Dil ve Anlam – Anlama ve İletişim

“Beni yanlış anladın.”, “Her şeyi anlatamadık.” türünden serzenişlerle gündelik hayatınızda sıkça karşılaşmışsınızdır. Hayatı kimi zaman bizim için çekilmez kılan anlam ve anlama sorunlarıdır.

Her insan iletişimde zihninden geçenleri karşısındakine tam olarak yansıtamayabilir ya da karşısındaki yansıtılanları tam olarak anlamayabilir. Her iki durumda da karşımıza bir anlam ve anlamlandırma sorunu çıkar.
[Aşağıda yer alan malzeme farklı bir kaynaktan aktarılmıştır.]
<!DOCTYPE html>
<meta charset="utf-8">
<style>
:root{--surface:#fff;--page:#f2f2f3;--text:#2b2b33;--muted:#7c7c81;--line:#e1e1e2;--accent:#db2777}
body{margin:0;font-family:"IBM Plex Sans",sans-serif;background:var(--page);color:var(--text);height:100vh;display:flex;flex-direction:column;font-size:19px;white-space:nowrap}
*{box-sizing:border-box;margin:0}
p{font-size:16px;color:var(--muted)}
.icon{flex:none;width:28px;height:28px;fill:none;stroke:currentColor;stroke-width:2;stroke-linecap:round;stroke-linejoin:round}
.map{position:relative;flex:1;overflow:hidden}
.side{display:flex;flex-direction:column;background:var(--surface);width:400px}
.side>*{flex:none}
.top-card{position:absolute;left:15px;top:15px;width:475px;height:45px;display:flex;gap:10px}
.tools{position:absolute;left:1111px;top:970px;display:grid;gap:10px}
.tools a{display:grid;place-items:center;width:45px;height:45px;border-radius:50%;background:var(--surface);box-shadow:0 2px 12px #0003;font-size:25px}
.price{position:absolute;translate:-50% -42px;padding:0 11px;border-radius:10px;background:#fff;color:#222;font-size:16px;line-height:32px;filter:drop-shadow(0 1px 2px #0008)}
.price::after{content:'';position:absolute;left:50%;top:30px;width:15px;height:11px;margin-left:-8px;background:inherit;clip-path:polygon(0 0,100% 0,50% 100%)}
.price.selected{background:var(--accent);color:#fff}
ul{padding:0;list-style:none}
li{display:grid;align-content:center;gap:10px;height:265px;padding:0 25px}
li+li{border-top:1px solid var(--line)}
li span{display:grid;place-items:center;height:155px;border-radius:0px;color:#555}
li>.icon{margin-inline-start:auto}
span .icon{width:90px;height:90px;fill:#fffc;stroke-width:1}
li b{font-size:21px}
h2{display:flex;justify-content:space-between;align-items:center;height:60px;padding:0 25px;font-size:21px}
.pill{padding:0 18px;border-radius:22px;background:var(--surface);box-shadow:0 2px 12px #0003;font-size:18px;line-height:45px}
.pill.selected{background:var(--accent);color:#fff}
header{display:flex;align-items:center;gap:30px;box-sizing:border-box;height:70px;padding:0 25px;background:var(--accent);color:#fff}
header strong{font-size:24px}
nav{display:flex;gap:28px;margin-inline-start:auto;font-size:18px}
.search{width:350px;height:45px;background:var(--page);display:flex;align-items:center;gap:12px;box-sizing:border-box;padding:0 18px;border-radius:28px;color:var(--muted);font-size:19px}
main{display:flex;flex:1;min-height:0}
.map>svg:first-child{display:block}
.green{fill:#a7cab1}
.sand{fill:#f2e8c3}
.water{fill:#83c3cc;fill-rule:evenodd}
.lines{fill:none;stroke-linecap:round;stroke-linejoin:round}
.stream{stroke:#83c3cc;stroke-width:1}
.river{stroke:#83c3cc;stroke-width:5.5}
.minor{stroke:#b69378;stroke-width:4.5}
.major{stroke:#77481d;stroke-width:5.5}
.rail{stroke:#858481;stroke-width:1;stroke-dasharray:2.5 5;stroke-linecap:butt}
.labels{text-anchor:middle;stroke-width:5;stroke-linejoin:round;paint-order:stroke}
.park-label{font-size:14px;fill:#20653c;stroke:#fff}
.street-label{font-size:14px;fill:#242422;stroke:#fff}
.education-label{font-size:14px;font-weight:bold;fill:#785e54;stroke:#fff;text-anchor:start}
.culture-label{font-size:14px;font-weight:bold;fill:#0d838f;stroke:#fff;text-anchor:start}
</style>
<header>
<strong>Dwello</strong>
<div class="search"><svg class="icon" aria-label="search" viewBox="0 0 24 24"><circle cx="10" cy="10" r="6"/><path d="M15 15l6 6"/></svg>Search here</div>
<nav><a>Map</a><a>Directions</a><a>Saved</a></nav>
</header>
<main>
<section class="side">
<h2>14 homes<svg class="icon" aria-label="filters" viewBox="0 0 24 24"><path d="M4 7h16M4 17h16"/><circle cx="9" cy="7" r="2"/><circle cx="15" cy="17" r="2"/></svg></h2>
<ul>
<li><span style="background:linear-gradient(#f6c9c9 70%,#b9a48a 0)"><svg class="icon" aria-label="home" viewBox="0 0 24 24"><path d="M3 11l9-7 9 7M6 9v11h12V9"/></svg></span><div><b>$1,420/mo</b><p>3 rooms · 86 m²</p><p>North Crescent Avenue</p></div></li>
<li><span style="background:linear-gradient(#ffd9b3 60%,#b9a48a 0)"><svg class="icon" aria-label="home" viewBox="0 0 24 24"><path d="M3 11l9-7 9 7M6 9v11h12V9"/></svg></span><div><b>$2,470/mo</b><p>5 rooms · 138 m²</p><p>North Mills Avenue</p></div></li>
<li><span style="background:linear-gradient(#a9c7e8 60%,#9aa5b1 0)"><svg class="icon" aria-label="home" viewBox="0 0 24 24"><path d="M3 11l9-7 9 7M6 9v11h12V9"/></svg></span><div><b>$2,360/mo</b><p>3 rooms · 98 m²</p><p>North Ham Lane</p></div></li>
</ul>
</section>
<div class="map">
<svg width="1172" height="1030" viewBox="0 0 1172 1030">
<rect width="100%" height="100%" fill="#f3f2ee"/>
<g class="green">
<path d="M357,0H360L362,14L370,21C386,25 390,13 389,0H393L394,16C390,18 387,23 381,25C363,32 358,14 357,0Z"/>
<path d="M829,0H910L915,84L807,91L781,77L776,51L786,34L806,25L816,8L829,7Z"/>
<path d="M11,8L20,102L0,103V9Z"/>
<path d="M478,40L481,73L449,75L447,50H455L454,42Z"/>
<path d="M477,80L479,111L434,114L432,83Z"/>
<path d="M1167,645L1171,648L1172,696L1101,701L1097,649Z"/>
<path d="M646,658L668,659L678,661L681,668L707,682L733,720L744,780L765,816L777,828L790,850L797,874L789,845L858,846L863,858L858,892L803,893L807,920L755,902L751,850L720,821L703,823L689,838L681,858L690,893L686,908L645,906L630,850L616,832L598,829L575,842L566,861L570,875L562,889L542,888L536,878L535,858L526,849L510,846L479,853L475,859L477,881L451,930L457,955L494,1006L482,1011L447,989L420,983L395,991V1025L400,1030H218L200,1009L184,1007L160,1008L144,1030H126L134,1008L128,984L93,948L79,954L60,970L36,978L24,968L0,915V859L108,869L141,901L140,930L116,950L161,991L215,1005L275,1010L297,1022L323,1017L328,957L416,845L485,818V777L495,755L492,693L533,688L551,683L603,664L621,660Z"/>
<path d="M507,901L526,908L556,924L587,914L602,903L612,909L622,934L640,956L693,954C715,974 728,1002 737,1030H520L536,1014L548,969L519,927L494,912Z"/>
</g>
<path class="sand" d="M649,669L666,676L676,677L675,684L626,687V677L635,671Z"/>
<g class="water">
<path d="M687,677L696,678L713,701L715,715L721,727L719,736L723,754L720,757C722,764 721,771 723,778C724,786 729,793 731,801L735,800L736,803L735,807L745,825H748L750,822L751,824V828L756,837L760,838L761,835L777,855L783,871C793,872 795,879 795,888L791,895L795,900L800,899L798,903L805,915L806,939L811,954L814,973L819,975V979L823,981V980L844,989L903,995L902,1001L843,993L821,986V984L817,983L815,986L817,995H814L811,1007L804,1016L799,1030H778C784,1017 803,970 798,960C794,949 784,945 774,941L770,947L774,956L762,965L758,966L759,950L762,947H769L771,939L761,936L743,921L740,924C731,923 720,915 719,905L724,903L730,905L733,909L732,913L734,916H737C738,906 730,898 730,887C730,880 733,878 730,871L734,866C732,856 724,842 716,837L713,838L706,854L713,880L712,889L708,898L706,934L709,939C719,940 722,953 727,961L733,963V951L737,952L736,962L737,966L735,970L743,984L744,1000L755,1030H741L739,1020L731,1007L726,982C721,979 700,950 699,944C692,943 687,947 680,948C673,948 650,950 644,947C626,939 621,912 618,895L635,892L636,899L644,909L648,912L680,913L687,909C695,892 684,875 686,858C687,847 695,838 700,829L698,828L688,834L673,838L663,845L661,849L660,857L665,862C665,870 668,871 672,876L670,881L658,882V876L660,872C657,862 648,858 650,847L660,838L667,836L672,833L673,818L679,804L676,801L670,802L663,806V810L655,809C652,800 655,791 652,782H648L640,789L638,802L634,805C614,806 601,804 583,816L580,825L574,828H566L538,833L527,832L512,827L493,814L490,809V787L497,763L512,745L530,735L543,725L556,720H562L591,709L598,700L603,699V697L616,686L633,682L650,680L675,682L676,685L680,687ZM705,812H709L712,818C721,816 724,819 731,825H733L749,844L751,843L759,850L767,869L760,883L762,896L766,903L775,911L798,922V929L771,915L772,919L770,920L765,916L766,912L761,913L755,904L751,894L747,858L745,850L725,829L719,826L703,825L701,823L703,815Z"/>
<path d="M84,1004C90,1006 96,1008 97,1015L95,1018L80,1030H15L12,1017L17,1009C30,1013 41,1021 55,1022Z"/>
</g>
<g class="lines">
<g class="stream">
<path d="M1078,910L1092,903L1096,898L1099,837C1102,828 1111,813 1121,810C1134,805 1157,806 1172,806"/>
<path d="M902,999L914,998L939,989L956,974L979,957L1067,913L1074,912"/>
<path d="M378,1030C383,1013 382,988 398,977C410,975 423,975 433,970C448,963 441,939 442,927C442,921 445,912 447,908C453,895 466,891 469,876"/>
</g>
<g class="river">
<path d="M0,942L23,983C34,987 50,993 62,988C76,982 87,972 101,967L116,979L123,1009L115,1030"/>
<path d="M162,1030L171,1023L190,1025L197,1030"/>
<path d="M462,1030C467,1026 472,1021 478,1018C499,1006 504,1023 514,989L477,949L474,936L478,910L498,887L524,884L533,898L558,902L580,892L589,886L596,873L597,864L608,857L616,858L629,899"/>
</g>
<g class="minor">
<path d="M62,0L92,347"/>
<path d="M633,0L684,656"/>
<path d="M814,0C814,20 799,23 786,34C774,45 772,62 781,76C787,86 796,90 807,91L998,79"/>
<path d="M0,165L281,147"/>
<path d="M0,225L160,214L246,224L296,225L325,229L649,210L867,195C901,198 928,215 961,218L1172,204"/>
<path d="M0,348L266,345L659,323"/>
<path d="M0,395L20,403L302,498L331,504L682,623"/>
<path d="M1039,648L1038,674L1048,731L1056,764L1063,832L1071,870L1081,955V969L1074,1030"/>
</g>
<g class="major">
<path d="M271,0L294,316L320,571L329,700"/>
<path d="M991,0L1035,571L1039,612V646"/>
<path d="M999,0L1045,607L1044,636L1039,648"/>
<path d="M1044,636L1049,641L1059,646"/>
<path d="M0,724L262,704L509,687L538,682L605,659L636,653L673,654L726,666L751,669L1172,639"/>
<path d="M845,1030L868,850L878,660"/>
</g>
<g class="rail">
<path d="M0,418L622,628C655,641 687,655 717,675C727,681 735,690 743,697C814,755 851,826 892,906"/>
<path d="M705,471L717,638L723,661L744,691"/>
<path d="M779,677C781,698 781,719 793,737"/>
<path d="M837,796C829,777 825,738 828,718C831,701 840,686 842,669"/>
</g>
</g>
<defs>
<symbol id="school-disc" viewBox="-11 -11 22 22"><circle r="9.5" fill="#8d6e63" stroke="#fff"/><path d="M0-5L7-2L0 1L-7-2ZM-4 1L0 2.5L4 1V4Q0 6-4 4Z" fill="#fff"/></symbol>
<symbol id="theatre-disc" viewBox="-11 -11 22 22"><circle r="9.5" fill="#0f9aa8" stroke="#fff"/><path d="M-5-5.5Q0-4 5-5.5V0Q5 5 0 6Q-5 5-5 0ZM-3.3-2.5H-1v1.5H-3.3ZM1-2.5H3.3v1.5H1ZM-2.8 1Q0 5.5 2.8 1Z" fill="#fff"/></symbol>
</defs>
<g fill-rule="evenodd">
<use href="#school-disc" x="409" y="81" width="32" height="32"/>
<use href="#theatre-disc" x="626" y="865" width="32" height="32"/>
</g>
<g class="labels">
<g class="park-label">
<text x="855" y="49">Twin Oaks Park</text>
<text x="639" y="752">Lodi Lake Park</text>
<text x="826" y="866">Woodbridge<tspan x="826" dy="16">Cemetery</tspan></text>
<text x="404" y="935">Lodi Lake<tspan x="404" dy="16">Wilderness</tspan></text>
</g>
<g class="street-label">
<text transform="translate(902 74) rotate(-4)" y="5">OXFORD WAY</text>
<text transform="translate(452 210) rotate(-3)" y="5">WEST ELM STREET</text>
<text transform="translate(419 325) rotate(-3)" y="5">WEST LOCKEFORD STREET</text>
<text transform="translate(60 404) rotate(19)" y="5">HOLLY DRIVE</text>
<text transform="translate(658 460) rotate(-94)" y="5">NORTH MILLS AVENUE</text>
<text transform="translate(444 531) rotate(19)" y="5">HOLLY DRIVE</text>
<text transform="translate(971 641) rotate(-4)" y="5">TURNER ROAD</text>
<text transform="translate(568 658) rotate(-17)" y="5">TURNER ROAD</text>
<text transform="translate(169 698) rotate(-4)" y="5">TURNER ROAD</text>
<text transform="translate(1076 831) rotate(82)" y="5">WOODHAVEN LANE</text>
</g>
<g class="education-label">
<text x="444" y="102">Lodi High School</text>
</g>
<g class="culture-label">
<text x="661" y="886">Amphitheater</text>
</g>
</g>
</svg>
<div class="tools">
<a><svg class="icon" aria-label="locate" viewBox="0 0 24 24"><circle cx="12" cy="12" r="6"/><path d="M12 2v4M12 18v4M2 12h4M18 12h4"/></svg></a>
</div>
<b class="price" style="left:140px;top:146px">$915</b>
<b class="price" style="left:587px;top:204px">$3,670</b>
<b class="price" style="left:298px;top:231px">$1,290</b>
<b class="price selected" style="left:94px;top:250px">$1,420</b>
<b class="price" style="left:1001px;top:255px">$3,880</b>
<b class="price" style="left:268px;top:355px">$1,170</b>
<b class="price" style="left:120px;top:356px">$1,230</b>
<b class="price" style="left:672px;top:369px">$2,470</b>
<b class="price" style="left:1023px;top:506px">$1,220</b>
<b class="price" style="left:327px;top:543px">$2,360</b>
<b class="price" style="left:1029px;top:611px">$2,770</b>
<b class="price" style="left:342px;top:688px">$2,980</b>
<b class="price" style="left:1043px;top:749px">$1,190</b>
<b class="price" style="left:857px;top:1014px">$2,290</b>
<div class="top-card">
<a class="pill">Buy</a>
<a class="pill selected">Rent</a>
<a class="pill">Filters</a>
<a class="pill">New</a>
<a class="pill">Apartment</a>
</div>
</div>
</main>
Dil, kısaca ifade etmek gerekirse bir uzlaşma ve uzlaşımın taraflarca kabulüdür. Yaşayan canlı bir kategoridir. Gelenek, görenek, tarihsel birikim, gelişim süreci de bizlere, oluşturulan uzlaşımı anlatır.

Örnek vermek gerekirse “Bugün hava yağışlıdır.” önermesinin bildirdiği yargıyı hepimiz anlarız: Bugün yağmur veya kar yağmıştır. Bu örnek bize dilin en basit uzlaşılmış anlamını vermektedir. Örnekleri daha karmaşık olanlarına doğru çoğaltabiliriz. Uzmanlık alanlarına ait dillerin anlamları gittikçe karmaşıklaşır, anlayıcı kitle de neredeyse doğrusal olarak azalır ve kendi uzmanlarıyla sınırlı hâle gelir.

Bütün anlam ve anlamlandırmalar – sözcük, önerme, cümle ya da paragraf – uzlaşımın ürünüdür.

İletişim bu uzun sürecin sonunda ortaya çıkan iletmek için söz, yazı veyahut herhangi bir sembolik dil yoluyla verilmek, gönderilmek istenen mesajın, haberin tek yönlü iletmekten; çift yönlü iletişime geçişin de başlangıcını oluşturur.